— What you should do —
Your task is to copy each line of the material that holds the word "linecap".

※

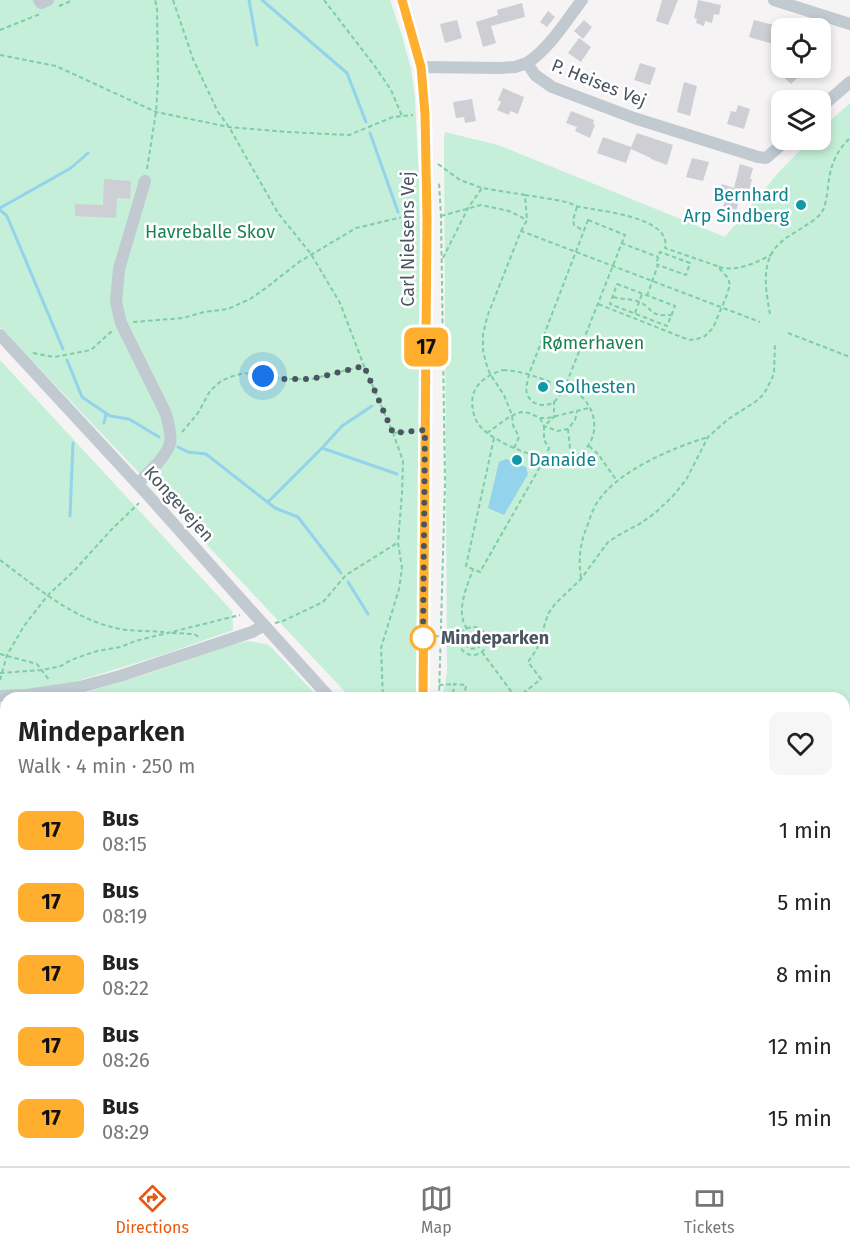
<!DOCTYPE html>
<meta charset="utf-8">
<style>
:root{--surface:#fff;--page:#f6f6f6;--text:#222;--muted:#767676;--line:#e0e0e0;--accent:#ea580c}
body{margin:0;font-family:"Fira Sans",sans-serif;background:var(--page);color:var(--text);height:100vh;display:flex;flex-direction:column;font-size:22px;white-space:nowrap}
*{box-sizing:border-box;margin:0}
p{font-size:20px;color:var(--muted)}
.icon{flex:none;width:33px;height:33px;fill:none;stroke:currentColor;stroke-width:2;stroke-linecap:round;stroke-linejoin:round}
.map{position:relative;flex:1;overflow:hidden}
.details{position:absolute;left:0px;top:692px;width:850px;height:476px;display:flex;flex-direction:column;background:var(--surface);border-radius:18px 18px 0 0;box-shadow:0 3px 9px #0003}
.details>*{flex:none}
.badge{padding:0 12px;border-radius:9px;font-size:21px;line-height:39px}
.buttons{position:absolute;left:771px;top:18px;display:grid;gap:12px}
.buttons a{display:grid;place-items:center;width:60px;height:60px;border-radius:12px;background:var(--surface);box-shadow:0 3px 9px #0003;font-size:30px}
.you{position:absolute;width:30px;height:30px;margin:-15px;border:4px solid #fff;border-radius:50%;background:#1a73e8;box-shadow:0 0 0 9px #1a73e833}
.map>.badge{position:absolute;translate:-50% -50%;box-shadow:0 0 0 3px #fff}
.round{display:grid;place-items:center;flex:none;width:63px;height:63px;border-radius:12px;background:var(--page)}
.headline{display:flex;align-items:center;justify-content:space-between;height:102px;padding:0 18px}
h1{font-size:28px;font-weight:600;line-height:45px}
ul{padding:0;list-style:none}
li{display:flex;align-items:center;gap:18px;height:72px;padding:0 18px}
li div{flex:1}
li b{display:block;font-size:22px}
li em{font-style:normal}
li .badge{min-width:66px;font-weight:700;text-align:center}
.tab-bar{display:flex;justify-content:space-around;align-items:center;height:84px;border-top:2px solid var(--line);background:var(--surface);font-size:16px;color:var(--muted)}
.tab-bar a{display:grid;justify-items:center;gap:3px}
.tab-bar .active{color:var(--accent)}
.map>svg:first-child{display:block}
.green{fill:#c5efd8}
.water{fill:#93d3eb}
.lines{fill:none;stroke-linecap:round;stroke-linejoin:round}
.stream{stroke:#93d3eb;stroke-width:3}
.building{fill:#cdcfd5}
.path{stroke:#7dcdaa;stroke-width:2;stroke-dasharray:4.5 3;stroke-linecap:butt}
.minor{stroke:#c1c9d1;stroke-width:12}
.line-casing{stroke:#fff;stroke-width:14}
.line{stroke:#ffae2d;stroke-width:9}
.walk{stroke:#4b5560;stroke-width:6;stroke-dasharray:0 10.8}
.culture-dot{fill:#0f9aa8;stroke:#fff;stroke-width:2}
.stop-dot{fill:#fff;stroke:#ffae2d;stroke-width:3}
.labels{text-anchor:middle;stroke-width:5;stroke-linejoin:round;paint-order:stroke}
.street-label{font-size:18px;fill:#4b5560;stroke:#fff}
.culture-label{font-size:18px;fill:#0d838f;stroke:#fff;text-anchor:start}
.park-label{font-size:18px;fill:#1b8254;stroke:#fff}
.stop-label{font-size:18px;font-weight:bold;fill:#4b5560;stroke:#fff;text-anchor:start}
</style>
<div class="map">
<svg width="850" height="1166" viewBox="0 0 850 1166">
<rect width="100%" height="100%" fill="#f5f3f3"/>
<!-- green -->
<path class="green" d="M0,0H390L402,36L411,69L415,98L419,180L421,283L416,697H350L144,478L0,327Z
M850,103V889L844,887V698H442L447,673L444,139L445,132L498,145L725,237L779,172L810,140H820L821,129Z
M0,360L232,611L233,630L165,654L68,684L43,689L0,691Z
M248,641L266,644L271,647L318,697L61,698C99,689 136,678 173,665C198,657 222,646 248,641Z
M0,703H6V1161H414V1166H0Z
M845,913L850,914V1166H446V1161H844Z"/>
<!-- water -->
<path class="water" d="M506,459L526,467L528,474L504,515L488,508L499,462Z"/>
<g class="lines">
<!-- stream -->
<path class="stream" d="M249,0L257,45
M262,0L347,73L366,122
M370,133L398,212
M0,208L71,168L88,153
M0,210L7,216L63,349
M402,223L410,246
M67,360L82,397L110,416L129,419L159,437
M104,423L106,414
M178,447L188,452L206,454L275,508L298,517L341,573
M322,448L342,426L372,406
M268,502L322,448L397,474
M70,516L73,443
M348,582L368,614
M356,1161V1166"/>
</g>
<!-- building -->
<path class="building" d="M662,0H678L668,25L656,21Z
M698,0L721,5L719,15L714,14L712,23L705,21L704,26L696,23L697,19L694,18Z
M522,3L525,17L491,26L496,43L483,47L476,22L498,15L497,10Z
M548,11L555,17L547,27L540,22Z
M457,20L462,38L445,43L440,24Z
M584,20L592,27L583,39L574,31Z
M754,20L778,26L773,44L749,37Z
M579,38L591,47L581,62L568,53Z
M640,63L656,68L650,85L634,80Z
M774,68H808L791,84Z
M684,82L697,86L690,116L677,112Z
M503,88L524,97L518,114L510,111L509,115L497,110L501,102L498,100Z
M472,99L476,121L465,123L464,117L456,118L453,102Z
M738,105L750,109L744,129L727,124L731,111L736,112Z
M571,111L594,120L593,124L595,125L590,138L575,131L577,127L566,123Z
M637,133L673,145L667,165L651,159V158L631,149L626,163L597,153L603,137L631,147Z
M692,158L709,162L703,181L686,177Z
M740,164L753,168L750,179H752L749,192L742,190L735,215L726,213L727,207L723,206L725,201L717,199L722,184L734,188Z
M104,179L131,181L130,199L117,198L116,218L75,216V204L103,205Z"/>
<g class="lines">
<!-- path -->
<path class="path" d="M173,0L193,59L218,112L229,127L278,213L311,254L340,303L364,366L393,433L403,461L402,493L398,543L402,568L399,589L381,648L383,698
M324,0L374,65L391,90L402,116
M59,6L73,0
M0,30L40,14
M0,55L56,66L156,112L229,127L287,132L349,135L393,117L413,115
M438,164L460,180L482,188L525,195L527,220L521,231
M147,169L156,112L158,83L157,7L155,0
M525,195C538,197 553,199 566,202C571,203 575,206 580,207C600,211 672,217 665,248L717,266L728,278L730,285L726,297L713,328L705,336L697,339L689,340L679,336L598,304
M577,207L573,220L574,225L584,231
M441,216L481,205L509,211L527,220
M588,220L625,235L565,387C562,392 560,396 556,400C548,408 532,407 527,394C525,388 528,380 529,374Z
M621,243L658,257
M443,258L468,208L482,188
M719,267C737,272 755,263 771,255
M617,284L675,306L667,326L610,304Z
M647,296L658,265L686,275L690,263L660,252L656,264L658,265
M613,297C621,299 629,299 637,301C654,307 647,317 671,315
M635,313L642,294
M770,314C766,291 760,262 779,244C786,237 794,233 802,228C809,223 819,218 823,210C826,203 827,195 828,187C830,167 835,152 850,138
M133,322L183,318L204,312L228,309L250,299L266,288L299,262L356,228L403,217L415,218
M788,333L850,357
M33,353L54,357L91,350L112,331
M503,370C520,371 536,376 552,383C560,386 569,388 577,393C603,411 600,453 566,459C544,463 493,443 479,425C473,417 471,405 473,395C477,381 490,374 503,370Z
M540,418L544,426L557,431L568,429L575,420L577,412
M568,429L571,458
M182,432L198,413L210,391L221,381L230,377L244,373L282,379H312L363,366
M393,433L413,431
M487,433L509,417L521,412L529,413L540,418H548L589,408
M494,438L466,566L480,572L545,458L549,448L544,440V426L554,417V402
M589,446L598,454L617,481
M514,448L519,437L513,425L512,415L504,395L490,374L486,363L483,350V335L487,317L521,231L760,322
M0,560C38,588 77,623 126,630C138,631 151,631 164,632
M581,578C578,558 580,543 588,524C590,518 592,512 595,506C614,472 672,448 708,437
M275,623L283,621L323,602L346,575L397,543
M459 641a14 14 0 1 1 28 0a14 14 0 1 1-28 0Z
M467,629C455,611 467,587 473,569
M172,633L194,634L199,637
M434,636L460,637
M480,637L481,644L478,648L470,649L466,645V640L470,634H475L480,637L485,634
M482,652L516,698
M0,654L37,664L50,681
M0,673L42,670L61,666L71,660L85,655L97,651L121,647L135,641L240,615
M0,680L7,655L24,626L48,595L73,572L112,529L139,503
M439,685L454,684
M439,698L445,483L441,216L439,182
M464,698L466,685L454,684L453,695H465
M517,698L541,679L528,662L537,649L548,614L555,604L581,579L608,542L619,535L641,523L655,513L672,497L686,480L708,437L727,420L755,402L764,394L774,374L775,343
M0,715L6,716
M844,839L850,841
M844,956L850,962
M844,1115L850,1116
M844,1155L850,1149
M384,1161L388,1164
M364,1166V1161
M469,1166V1161
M637,1166L639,1161
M747,1166L748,1161
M837,1166L841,1161"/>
<!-- minor -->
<path class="minor" d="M39,0L41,3L48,0
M402,0L421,67L425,114L427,219L423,698
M774,0L850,24
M527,63C550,48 565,22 582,0
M421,67L500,68L515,67L527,63L535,75L552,87L634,118L758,157L766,158L787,140
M820,108L850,82
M0,335L147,494L245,604L330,698
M138,484C148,472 166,458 170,443C172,434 168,423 166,414L121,323L116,302L119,269L145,181
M0,696L27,695L80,687L120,676L252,632L264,625
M844,900L850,902
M428,1166V1161"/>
</g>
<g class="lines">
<!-- line casing -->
<g class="line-casing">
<path id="line" d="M402,0L421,67L425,114L427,219L423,698"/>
</g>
<!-- line -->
<use href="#line" class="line"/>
<!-- walk -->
<path class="walk" d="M263,376L282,379H312L364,366L393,433L425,430L423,638"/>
</g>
<!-- markers -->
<g class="culture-dot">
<circle cx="801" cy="205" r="6"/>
<circle cx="543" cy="387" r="6"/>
<circle cx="517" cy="460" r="6"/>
</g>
<circle class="stop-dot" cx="423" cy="638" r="12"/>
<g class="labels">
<!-- street labels -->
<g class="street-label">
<text transform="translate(599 83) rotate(22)" y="6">P. Heises Vej</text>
<text transform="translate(408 239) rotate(-90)" y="6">Carl Nielsens Vej</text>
<text transform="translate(179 504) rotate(48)" y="6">Kongevejen</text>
</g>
<!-- culture labels -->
<g class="culture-label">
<text x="789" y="201" text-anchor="end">Bernhard<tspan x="789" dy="21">Arp Sindberg</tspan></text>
<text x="555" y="393">Solhesten</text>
<text x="529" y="466">Danaide</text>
</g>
<!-- park labels -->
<g class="park-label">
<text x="210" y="238">Havreballe Skov</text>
<text x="593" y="349">Rømerhaven</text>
</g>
<!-- stop labels -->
<g class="stop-label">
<text x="441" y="644">Mindeparken</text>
</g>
</g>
</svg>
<div class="buttons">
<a><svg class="icon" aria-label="locate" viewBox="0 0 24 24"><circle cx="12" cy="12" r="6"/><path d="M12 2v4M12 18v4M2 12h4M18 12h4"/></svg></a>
<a><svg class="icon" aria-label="layers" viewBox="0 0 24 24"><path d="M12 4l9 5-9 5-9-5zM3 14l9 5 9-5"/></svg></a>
</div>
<div class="you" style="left:263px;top:376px"></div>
<b class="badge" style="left:426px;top:347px;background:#ffae2d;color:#111">17</b>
<section class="details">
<div class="headline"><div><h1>Mindeparken</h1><p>Walk · 4 min · 250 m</p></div><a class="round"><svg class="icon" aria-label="heart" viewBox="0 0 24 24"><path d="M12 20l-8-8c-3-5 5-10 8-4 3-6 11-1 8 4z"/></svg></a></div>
<ul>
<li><span class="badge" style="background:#ffae2d;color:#111">17</span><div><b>Bus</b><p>08:15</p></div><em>1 min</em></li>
<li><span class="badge" style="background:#ffae2d;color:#111">17</span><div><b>Bus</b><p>08:19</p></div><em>5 min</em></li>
<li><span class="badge" style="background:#ffae2d;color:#111">17</span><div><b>Bus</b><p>08:22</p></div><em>8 min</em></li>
<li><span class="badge" style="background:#ffae2d;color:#111">17</span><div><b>Bus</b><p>08:26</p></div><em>12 min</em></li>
<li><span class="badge" style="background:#ffae2d;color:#111">17</span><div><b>Bus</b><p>08:29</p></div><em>15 min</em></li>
</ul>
</section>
</div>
<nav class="tab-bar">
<a class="active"><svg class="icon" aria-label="directions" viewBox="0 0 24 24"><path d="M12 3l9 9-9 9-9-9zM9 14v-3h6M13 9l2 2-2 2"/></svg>Directions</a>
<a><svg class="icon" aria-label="map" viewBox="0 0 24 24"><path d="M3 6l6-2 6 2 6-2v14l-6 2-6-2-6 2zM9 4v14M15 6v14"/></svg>Map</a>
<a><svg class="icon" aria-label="tickets" viewBox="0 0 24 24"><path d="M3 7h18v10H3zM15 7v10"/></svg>Tickets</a>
</nav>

※

— Reply —
.icon{flex:none;width:33px;height:33px;fill:none;stroke:currentColor;stroke-width:2;stroke-linecap:round;stroke-linejoin:round}
.lines{fill:none;stroke-linecap:round;stroke-linejoin:round}
.path{stroke:#7dcdaa;stroke-width:2;stroke-dasharray:4.5 3;stroke-linecap:butt}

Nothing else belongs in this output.